**WHAT YOU WILL DO**. Copy the lines below that contain "save".

**EXERCISE DATA**.
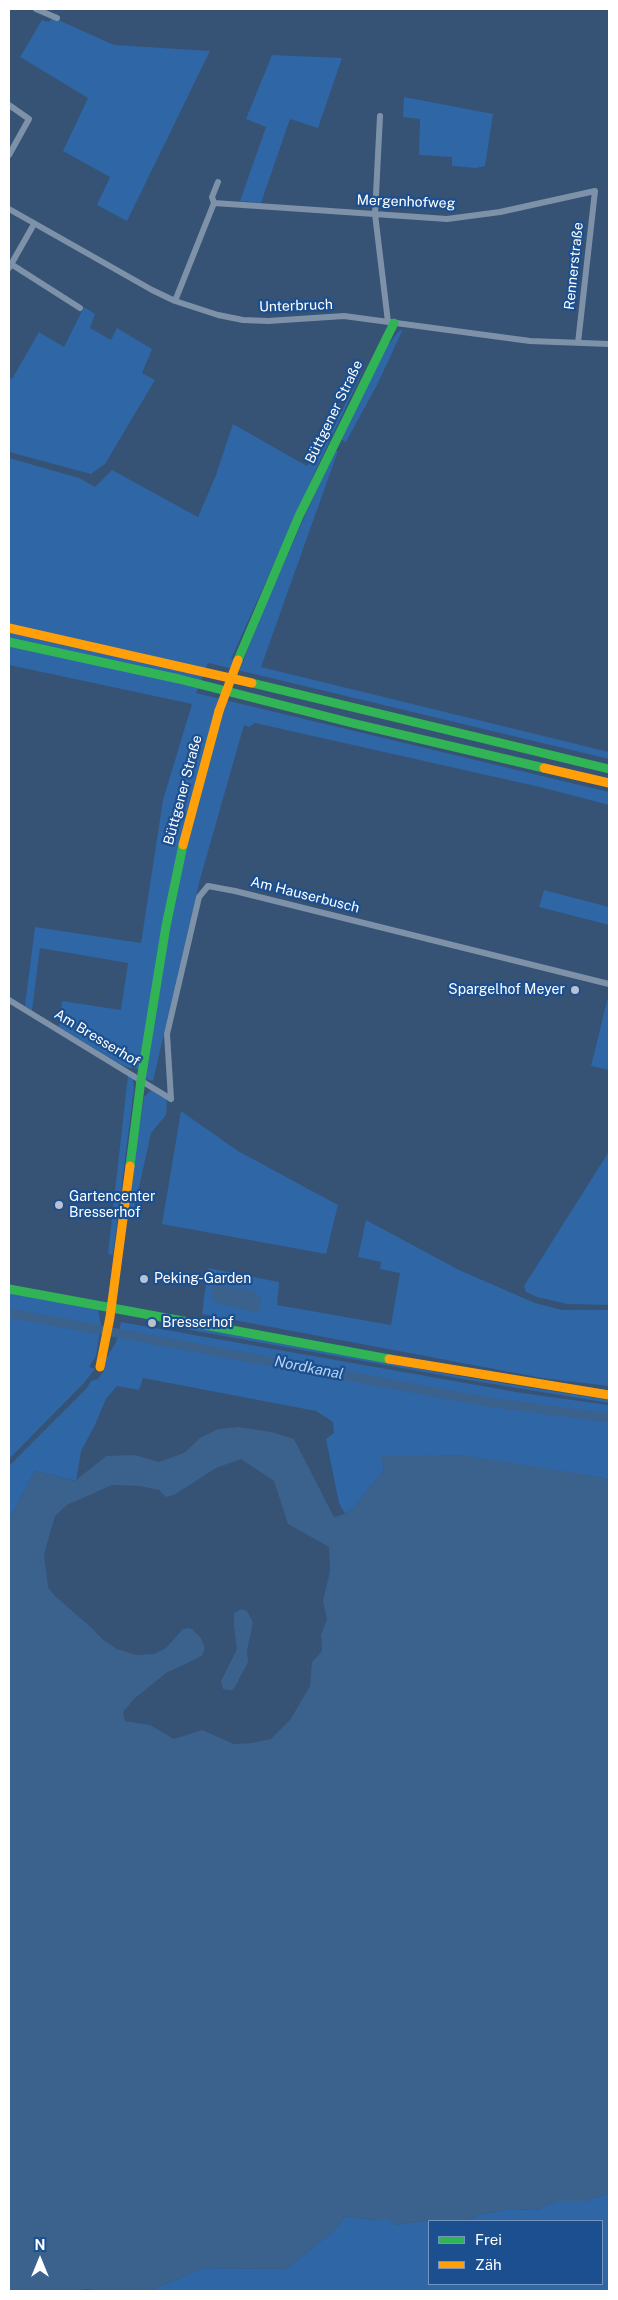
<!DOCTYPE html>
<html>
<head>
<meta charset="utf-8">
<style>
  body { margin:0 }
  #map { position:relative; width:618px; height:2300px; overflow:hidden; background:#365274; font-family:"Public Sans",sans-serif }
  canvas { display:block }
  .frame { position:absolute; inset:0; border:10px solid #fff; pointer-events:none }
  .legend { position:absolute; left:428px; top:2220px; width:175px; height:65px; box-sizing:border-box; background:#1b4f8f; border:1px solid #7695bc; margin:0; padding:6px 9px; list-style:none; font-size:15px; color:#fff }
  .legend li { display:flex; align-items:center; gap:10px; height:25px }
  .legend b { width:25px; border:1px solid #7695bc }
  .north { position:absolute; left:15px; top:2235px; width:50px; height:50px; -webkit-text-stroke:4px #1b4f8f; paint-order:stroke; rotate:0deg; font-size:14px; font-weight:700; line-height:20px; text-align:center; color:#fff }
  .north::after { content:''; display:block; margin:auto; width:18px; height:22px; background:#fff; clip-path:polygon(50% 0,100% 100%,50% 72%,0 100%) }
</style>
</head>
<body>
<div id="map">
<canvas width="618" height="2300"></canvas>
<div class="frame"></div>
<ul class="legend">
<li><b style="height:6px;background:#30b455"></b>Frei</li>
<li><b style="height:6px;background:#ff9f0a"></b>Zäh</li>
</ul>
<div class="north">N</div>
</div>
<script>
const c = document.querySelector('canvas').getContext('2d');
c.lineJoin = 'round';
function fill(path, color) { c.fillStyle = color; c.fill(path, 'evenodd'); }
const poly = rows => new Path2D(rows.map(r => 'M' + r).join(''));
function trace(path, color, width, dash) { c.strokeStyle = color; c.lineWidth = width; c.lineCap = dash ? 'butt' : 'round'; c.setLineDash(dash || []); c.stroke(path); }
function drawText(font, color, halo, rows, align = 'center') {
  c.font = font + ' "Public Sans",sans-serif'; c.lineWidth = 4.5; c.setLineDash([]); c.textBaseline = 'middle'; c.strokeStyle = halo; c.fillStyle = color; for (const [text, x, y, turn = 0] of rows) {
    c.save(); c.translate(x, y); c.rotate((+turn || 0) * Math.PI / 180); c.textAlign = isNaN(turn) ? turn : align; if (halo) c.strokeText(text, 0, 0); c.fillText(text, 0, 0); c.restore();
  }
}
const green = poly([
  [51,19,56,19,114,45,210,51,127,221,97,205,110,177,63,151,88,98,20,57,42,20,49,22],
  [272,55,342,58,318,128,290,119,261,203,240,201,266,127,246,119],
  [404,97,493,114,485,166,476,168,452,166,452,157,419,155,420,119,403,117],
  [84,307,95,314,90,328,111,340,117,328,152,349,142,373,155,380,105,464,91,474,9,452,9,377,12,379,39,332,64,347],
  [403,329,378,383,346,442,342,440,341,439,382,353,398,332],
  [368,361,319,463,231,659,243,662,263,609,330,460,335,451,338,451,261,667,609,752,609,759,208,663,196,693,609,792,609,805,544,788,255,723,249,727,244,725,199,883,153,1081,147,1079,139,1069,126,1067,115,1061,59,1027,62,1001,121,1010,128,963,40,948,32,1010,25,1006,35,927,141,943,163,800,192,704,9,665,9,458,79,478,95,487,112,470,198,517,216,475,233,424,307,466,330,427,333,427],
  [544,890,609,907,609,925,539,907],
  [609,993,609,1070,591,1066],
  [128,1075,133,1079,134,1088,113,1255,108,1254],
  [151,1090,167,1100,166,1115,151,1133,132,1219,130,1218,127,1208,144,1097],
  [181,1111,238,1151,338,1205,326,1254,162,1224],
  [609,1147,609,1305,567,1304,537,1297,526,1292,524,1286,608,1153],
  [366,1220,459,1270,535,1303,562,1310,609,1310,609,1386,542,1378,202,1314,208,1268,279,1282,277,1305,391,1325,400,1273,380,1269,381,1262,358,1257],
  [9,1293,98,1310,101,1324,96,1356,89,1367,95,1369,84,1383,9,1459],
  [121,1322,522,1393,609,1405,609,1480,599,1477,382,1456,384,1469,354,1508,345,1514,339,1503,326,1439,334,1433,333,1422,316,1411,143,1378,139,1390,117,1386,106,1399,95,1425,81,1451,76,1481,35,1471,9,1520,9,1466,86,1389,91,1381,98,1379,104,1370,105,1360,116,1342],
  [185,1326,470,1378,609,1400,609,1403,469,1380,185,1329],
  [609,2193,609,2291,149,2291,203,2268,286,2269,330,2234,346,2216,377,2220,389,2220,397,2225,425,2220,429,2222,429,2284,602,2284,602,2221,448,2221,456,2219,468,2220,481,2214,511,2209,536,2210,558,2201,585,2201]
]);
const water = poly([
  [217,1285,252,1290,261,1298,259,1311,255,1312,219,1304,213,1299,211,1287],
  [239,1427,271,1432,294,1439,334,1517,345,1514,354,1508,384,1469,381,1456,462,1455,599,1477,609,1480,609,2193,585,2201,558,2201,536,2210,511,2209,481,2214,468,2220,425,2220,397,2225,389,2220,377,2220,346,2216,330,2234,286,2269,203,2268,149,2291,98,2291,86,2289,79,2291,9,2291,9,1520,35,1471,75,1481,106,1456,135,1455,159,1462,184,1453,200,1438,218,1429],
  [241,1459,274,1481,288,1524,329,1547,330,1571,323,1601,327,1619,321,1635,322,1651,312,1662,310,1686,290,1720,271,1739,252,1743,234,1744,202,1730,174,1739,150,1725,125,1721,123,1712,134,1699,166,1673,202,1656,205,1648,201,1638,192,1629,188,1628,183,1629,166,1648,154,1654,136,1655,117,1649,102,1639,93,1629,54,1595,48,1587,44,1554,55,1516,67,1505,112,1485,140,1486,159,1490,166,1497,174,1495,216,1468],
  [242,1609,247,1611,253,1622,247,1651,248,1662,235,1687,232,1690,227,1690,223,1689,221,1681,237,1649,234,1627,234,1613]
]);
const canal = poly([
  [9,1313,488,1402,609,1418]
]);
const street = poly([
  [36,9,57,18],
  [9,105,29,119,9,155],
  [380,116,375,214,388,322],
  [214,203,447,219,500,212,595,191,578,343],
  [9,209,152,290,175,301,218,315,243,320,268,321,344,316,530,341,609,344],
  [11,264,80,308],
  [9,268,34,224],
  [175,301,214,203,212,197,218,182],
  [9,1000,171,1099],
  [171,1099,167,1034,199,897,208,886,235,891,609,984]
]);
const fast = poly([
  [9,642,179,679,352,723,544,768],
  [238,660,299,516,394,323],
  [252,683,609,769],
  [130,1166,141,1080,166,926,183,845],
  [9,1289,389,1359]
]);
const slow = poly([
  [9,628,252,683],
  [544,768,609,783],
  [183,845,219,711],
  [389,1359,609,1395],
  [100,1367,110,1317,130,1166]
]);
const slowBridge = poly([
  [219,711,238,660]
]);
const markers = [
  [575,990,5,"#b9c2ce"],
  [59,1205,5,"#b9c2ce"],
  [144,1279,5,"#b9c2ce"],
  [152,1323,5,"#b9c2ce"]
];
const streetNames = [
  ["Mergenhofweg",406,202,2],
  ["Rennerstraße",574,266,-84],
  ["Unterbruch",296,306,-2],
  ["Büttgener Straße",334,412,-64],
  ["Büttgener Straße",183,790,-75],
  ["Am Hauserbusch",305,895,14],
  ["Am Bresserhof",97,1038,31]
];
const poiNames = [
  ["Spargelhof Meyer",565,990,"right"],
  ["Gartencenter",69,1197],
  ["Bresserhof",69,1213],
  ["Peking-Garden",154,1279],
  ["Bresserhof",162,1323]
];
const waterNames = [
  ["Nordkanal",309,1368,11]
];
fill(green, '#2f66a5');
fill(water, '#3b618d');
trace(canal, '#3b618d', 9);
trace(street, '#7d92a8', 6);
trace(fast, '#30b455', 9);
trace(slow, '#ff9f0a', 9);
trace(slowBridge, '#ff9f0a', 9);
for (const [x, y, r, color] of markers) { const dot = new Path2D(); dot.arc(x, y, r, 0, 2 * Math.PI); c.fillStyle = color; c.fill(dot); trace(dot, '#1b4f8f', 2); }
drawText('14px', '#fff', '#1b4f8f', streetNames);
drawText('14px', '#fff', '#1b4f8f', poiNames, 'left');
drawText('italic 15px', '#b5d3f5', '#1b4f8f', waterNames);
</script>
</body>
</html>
==
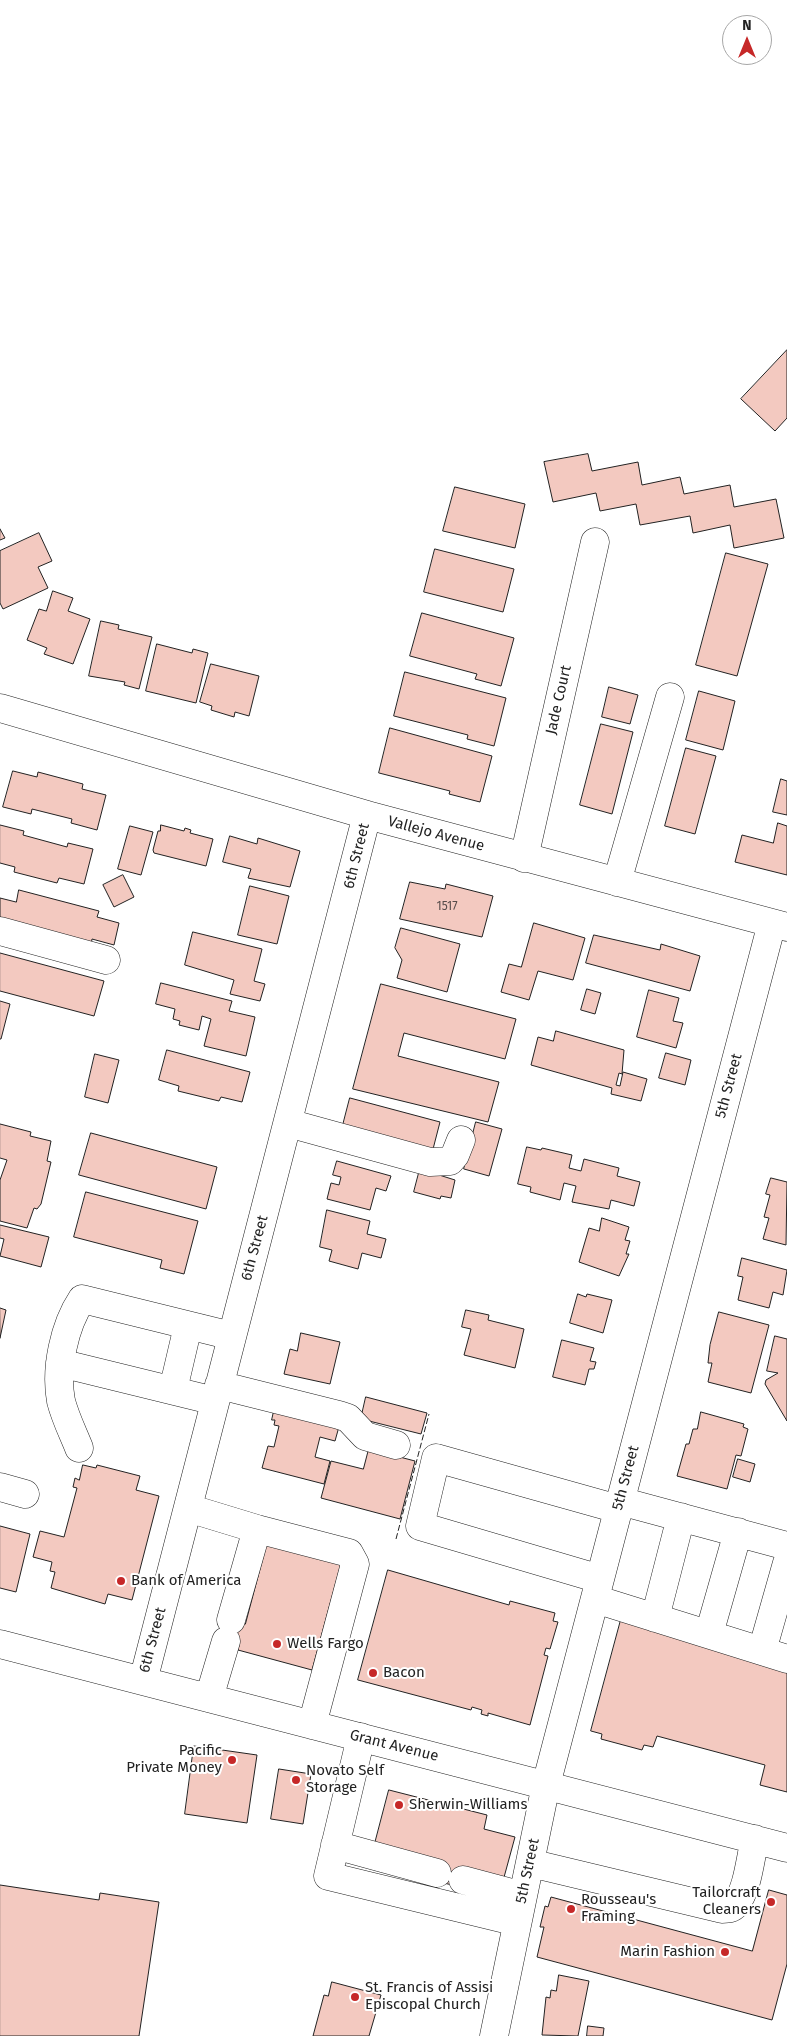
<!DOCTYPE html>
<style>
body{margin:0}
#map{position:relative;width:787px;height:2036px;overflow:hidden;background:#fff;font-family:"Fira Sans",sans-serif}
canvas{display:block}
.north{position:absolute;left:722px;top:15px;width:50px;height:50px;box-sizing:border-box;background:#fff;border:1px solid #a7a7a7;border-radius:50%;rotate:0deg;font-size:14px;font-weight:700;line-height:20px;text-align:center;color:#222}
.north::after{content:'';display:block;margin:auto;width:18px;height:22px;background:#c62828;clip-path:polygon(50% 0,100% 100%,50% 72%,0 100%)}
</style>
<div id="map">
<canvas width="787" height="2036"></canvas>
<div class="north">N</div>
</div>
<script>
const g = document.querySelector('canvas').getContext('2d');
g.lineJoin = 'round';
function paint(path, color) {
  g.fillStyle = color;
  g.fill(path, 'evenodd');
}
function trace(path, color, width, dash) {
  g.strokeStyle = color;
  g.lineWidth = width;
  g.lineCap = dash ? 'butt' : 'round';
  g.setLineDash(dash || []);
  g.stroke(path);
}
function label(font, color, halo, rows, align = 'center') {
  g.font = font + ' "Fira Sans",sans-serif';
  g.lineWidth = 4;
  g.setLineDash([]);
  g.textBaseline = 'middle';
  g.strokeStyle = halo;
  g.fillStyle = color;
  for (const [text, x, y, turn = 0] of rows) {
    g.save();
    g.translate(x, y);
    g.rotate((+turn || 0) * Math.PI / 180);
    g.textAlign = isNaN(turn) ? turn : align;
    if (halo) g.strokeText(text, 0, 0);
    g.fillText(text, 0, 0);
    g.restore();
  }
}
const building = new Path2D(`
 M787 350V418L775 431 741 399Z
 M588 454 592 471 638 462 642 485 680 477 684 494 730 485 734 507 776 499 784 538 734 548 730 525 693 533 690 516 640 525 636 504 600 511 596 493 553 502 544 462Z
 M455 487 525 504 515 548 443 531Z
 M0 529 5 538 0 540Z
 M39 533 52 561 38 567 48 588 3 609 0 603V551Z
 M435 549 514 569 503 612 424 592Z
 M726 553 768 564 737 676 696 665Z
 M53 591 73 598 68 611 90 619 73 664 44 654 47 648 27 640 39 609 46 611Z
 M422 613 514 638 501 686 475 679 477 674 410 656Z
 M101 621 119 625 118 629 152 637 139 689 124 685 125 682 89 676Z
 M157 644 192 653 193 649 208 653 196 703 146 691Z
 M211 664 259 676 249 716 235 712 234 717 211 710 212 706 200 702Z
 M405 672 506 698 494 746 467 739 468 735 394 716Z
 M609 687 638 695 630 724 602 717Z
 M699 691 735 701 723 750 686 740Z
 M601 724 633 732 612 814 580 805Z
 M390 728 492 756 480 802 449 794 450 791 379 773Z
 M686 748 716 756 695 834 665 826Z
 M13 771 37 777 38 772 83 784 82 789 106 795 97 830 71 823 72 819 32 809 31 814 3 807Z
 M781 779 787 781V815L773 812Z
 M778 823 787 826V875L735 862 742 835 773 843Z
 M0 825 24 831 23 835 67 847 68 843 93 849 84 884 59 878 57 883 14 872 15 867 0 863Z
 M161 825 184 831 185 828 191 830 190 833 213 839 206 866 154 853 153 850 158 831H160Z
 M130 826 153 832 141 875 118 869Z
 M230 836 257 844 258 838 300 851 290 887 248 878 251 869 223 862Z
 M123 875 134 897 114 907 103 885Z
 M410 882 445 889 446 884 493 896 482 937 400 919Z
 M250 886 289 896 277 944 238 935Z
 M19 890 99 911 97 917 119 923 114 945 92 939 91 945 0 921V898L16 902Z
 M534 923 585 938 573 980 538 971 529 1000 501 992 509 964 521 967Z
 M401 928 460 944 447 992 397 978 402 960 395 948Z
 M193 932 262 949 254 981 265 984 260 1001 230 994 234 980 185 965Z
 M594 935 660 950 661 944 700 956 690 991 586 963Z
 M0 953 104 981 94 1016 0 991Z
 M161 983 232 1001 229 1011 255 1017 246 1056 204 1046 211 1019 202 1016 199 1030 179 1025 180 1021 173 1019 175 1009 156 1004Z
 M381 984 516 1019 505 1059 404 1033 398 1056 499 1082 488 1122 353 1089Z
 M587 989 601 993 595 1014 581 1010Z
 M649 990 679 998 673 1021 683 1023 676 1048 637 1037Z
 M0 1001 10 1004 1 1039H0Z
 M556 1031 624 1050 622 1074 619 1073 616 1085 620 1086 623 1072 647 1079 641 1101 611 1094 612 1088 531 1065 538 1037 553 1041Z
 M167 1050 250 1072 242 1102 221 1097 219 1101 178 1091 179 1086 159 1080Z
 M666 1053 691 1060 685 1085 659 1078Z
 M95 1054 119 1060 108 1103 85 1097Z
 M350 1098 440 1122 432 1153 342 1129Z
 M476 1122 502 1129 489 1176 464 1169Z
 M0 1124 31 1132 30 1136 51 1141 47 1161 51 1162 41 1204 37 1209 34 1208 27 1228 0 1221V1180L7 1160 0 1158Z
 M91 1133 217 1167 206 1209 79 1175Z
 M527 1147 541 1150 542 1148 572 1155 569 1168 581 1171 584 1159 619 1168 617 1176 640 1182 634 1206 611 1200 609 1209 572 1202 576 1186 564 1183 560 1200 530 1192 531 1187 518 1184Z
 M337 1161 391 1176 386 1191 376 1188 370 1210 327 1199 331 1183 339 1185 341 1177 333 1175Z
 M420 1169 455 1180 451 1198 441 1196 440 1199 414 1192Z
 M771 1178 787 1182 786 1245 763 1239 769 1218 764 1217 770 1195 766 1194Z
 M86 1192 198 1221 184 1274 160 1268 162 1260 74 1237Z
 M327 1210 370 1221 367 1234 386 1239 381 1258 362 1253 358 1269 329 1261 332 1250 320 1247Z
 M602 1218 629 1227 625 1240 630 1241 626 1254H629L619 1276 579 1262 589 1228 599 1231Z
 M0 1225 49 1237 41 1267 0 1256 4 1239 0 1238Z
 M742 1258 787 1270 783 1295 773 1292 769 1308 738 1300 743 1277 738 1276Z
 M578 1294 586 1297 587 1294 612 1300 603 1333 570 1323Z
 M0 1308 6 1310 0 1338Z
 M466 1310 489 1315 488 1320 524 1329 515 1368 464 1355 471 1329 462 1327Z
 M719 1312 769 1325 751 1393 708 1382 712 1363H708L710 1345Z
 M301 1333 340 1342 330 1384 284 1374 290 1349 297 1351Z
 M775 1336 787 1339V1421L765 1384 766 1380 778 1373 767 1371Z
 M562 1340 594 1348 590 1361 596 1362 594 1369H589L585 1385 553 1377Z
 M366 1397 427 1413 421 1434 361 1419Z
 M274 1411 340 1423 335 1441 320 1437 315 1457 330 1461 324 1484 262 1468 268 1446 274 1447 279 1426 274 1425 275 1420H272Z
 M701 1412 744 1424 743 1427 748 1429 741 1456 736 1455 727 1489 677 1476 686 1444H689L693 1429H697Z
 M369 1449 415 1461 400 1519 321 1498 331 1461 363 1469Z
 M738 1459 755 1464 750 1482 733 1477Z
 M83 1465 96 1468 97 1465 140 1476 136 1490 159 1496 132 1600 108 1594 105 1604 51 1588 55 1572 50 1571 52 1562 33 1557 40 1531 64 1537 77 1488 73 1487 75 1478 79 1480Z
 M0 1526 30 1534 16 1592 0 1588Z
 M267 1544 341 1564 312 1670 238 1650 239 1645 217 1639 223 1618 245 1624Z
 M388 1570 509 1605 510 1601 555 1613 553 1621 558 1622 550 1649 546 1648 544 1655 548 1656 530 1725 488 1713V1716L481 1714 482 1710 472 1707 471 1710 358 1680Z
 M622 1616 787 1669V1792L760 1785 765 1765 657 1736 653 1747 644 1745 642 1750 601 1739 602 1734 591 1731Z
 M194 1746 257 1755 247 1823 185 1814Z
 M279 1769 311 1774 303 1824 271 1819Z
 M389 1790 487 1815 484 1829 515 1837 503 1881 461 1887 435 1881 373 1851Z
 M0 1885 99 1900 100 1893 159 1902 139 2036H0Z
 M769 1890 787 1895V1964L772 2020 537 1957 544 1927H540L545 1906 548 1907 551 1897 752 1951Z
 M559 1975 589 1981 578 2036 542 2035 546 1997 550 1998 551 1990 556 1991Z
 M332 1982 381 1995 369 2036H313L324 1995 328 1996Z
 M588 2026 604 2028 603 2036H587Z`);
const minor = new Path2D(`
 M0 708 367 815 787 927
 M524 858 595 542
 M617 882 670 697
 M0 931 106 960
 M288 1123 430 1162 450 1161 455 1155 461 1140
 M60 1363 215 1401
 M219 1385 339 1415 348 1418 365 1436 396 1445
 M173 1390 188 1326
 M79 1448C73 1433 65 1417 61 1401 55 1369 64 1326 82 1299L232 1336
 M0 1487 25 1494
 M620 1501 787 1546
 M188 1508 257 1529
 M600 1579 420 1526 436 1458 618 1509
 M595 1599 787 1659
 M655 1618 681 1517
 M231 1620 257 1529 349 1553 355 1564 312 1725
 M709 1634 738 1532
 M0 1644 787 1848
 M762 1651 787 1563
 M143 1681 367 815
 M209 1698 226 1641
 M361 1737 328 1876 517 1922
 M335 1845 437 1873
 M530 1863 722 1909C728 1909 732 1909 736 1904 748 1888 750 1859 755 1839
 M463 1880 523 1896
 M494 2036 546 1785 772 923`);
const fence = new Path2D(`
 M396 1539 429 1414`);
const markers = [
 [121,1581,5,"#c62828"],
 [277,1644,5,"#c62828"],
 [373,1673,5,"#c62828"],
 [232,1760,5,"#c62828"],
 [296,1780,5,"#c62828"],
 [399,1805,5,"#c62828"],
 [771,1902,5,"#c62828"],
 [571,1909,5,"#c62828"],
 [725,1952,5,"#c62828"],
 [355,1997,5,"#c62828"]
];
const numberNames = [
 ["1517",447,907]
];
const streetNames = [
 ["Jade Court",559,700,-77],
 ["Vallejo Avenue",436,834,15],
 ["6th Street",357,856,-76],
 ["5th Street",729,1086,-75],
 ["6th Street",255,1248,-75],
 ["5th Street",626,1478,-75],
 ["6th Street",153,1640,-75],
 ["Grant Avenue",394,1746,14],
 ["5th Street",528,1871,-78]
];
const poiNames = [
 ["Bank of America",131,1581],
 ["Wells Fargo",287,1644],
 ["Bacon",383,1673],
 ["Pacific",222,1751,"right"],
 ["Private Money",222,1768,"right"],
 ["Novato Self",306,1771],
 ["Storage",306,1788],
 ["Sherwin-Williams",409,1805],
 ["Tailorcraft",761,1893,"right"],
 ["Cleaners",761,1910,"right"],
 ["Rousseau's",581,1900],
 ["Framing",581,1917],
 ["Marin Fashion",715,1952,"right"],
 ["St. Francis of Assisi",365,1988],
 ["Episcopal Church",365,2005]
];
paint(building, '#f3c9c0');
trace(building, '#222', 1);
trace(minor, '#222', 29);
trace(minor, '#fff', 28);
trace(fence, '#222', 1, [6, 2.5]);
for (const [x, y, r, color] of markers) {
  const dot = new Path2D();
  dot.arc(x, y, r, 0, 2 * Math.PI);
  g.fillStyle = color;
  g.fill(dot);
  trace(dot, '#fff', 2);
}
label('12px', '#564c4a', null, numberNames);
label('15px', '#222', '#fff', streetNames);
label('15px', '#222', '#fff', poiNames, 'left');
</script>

**TASK SOLUTION**.
    c.save(); c.translate(x, y); c.rotate((+turn || 0) * Math.PI / 180); c.textAlign = isNaN(turn) ? turn : align; if (halo) c.strokeText(text, 0, 0); c.fillText(text, 0, 0); c.restore();
    g.save();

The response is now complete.